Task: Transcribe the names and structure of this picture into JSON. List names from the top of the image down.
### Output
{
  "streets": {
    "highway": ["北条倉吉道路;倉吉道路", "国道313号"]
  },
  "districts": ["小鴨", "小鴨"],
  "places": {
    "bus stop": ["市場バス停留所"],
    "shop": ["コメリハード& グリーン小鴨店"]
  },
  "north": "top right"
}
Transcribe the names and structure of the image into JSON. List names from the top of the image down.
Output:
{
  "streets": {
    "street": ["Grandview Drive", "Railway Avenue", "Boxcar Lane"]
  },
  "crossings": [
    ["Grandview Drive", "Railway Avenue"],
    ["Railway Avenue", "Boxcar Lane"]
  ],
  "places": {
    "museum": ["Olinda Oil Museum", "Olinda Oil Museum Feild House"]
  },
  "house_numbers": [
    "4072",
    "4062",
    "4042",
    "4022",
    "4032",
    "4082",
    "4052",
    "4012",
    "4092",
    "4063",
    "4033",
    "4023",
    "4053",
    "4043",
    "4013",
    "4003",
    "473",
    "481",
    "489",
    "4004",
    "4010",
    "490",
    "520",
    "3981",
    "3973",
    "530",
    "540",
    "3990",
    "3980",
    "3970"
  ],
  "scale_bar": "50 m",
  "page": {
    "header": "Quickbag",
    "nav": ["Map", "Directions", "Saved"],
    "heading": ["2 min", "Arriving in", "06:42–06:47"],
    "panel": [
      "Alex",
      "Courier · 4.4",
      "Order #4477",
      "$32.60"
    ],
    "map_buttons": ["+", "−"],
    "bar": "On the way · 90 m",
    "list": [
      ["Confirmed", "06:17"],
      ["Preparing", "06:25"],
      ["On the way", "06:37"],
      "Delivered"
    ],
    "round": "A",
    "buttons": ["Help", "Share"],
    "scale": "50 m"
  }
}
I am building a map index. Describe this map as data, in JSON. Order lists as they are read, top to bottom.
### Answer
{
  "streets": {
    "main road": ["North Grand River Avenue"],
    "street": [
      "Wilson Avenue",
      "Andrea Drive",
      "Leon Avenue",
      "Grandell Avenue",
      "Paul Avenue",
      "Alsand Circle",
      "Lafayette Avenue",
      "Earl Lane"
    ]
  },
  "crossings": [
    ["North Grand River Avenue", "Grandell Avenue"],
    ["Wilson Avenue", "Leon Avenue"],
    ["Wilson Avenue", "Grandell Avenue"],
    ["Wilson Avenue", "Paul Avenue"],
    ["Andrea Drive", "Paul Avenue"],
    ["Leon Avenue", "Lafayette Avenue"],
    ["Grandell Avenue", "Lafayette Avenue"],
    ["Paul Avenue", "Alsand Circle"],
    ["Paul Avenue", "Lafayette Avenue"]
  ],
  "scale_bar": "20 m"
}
===============
> _Work instruction_:
Beginning with the line holding "Transcribe the names and structure of the" and ending with the line holding "I am building", write out the stretch of material above exactly; add no further lines.

> _Response to this task_:
Transcribe the names and structure of the image into JSON. List names from the top of the image down.
Output:
{
  "streets": {
    "street": ["Grandview Drive", "Railway Avenue", "Boxcar Lane"]
  },
  "crossings": [
    ["Grandview Drive", "Railway Avenue"],
    ["Railway Avenue", "Boxcar Lane"]
  ],
  "places": {
    "museum": ["Olinda Oil Museum", "Olinda Oil Museum Feild House"]
  },
  "house_numbers": [
    "4072",
    "4062",
    "4042",
    "4022",
    "4032",
    "4082",
    "4052",
    "4012",
    "4092",
    "4063",
    "4033",
    "4023",
    "4053",
    "4043",
    "4013",
    "4003",
    "473",
    "481",
    "489",
    "4004",
    "4010",
    "490",
    "520",
    "3981",
    "3973",
    "530",
    "540",
    "3990",
    "3980",
    "3970"
  ],
  "scale_bar": "50 m",
  "page": {
    "header": "Quickbag",
    "nav": ["Map", "Directions", "Saved"],
    "heading": ["2 min", "Arriving in", "06:42–06:47"],
    "panel": [
      "Alex",
      "Courier · 4.4",
      "Order #4477",
      "$32.60"
    ],
    "map_buttons": ["+", "−"],
    "bar": "On the way · 90 m",
    "list": [
      ["Confirmed", "06:17"],
      ["Preparing", "06:25"],
      ["On the way", "06:37"],
      "Delivered"
    ],
    "round": "A",
    "buttons": ["Help", "Share"],
    "scale": "50 m"
  }
}
I am building a map index. Describe this map as data, in JSON. Order lists as they are read, top to bottom.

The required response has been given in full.